Deprivation of an Occupational Liberty Interest
An occupational liberty interest claim arises where a public employer stigmatizes the former employee "by making public comments impugning his good name, honor, or reputation or imposes a stigma that forecloses other employment opportunities." Palka, 623 F.3d at 454 (citing Bd. of Regents v. Roth, 408 U.S. 564, 573-74 (1972)). To state a claim, Struthers must allege that: (1) Defendants "made stigmatizing comments" about her; (2) their comments were "publicly disclosed"; and (3) she suffered "a tangible loss of other employment opportunities as a result of the public disclosure." Id. (internal citations omitted). The disclosure element requires that Defendants "actually disseminate the stigmatizing comments in a way that would reach potential future employers or the community at large." Id. (citing Ratliff v. City of Milwaukee, 795 F.2d 612, 627 (7th Cir. 1986). For example, in Palka, 623 F.3d at 454, the Seventh Circuit affirmed the dismissal of an occupational liberty interest claim under § 1983, where the false comments at issue were not publicly disclosed and not made to a potential future employer. The court noted that the "occupational-liberty claim requires that the circumstances made it virtually impossible for [the plaintiff] to find a new position in his chosen profession.'" Id. (quoting Lashbrook v. Oerkfitz, 65 F.3d 1339, 1349 (7th Cir. 1995)); see also Ratliff, 795 F.2d at 627 (holding that there was no public disclosure and no constitutional violation where allegedly stigmatizing information was disseminated only internally and not to potential employers or the community at large).

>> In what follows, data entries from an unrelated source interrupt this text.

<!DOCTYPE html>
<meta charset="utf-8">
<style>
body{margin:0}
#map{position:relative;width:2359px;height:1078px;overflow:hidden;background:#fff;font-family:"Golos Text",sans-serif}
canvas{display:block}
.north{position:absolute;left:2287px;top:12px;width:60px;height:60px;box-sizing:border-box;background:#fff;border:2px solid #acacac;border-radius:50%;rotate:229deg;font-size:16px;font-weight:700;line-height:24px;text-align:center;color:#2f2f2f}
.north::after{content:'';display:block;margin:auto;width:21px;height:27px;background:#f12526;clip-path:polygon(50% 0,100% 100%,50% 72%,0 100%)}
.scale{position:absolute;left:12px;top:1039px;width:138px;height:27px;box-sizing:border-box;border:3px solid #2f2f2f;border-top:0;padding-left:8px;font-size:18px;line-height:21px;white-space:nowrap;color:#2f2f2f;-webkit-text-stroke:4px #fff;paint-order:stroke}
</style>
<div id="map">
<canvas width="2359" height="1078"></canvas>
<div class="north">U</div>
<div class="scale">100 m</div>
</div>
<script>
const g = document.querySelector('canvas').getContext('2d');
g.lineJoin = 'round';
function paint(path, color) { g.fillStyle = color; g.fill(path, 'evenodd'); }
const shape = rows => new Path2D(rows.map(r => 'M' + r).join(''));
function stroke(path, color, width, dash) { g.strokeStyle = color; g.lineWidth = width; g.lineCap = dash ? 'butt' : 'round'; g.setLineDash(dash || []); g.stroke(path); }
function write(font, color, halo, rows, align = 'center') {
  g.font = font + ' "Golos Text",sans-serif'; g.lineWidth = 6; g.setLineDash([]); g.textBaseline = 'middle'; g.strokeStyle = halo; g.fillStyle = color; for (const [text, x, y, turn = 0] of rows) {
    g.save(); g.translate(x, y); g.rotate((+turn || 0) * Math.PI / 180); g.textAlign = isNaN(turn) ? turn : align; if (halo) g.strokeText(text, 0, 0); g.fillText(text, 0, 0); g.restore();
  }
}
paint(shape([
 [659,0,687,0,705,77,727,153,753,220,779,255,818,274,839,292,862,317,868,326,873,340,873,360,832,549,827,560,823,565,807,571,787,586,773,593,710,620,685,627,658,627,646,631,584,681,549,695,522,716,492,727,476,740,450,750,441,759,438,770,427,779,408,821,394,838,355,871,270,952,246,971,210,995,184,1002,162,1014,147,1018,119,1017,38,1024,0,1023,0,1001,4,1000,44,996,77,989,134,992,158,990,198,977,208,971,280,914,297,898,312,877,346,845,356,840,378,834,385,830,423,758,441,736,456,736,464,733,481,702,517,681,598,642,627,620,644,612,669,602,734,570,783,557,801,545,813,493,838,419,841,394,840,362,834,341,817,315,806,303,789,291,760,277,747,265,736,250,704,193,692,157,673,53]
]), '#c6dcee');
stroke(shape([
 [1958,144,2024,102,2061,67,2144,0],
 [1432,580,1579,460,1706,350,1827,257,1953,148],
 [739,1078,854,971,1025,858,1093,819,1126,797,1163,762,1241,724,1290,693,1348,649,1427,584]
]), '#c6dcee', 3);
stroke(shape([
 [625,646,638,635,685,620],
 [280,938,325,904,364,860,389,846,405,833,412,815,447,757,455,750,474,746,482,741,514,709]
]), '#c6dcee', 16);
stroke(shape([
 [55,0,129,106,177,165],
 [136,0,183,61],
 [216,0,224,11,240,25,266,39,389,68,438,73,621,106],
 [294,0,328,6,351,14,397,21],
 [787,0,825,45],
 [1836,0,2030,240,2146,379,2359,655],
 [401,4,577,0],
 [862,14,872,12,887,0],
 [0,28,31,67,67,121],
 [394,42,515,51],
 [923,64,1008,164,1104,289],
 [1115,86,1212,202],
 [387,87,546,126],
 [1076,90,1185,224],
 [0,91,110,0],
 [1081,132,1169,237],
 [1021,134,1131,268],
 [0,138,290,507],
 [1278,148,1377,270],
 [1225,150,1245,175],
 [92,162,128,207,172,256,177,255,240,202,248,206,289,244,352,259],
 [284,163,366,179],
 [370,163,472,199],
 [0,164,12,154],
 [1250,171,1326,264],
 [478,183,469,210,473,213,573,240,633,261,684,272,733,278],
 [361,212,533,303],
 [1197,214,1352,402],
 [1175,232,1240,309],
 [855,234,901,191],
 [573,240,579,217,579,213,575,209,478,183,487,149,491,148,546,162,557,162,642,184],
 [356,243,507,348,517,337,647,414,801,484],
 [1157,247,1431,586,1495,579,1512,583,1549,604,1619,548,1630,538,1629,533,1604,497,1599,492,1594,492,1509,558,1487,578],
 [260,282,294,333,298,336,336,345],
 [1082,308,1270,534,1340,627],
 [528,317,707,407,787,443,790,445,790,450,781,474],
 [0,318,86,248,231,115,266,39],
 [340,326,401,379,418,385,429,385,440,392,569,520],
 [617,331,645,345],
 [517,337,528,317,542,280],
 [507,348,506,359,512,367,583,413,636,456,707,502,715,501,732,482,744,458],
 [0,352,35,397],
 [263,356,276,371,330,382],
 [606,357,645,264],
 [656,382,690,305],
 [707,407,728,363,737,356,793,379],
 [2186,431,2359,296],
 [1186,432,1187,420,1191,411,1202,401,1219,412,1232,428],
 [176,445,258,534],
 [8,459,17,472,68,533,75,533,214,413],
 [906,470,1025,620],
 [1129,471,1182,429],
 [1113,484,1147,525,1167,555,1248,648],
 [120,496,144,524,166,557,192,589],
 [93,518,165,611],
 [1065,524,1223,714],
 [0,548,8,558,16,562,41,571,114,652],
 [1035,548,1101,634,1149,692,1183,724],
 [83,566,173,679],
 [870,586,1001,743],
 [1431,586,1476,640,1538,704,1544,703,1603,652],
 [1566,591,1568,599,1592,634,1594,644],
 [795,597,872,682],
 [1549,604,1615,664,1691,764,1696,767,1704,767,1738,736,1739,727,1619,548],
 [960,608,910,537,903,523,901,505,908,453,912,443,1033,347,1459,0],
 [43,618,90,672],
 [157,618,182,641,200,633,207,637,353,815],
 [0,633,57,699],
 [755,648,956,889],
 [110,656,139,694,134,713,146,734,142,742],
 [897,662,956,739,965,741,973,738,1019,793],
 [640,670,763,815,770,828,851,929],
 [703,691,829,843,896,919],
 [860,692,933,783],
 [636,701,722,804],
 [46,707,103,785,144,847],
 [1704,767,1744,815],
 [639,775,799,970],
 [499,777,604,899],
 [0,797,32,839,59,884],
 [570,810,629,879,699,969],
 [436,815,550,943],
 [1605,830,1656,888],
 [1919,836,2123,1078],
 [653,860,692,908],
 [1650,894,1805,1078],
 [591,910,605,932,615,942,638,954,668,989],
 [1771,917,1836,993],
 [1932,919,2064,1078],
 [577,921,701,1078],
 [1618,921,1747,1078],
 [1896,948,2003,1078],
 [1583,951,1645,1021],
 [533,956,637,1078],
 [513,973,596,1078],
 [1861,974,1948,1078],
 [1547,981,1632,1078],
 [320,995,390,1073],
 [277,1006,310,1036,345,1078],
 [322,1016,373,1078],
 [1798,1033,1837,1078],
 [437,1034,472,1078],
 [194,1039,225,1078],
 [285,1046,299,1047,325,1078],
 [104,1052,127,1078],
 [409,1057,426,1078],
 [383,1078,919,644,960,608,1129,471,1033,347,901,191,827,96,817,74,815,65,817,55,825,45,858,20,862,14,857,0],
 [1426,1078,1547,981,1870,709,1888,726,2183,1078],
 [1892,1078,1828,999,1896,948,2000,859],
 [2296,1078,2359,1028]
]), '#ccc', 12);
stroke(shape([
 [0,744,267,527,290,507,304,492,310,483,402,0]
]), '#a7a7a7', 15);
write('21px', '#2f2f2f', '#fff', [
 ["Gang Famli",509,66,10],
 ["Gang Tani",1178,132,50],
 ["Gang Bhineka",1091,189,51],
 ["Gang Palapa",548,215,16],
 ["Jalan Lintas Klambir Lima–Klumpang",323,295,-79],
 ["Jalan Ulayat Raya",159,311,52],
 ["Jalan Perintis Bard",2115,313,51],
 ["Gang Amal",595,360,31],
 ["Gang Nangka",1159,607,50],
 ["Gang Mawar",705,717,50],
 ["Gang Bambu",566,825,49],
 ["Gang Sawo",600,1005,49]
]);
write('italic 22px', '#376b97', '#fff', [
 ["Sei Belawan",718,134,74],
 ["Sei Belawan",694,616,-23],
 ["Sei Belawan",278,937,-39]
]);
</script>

Here, Struthers has not alleged any facts to support that Defendants disseminated stigmatizing information about her to the general public or future employers. Rather, she alleges Kubinski accused her of selling and buying drugs in front of only other School District administrators - Colyott and Carole Whitaker - and Struthers's union representative. (Compl. ¶¶ 1-22, 51-52.) Although she also alleges that several of her co-workers became aware of the accusations, she does not allege that Kubinski or Colyott disseminated that information. Struthers also states that she has been unable to secure employment "due in no small part to Defendants' publication to potential employers of the same or similar comments about Plaintiff." (Compl. ¶ 55.) This conclusory statement is unsupported by any factual allegations and is insufficient to establish publication. Because Struthers has failed to state a claim, Count II is also dismissed.
For the reasons set forth above, Defendants' Motions to Dismiss [27, 32, 37] are granted. Counts I and II are dismissed without prejudice. Counts III-IX are dismissed with prejudice. Struthers is granted leave to amend her claims, if she can do so pursuant to Rule 11, within thirty days of this Order.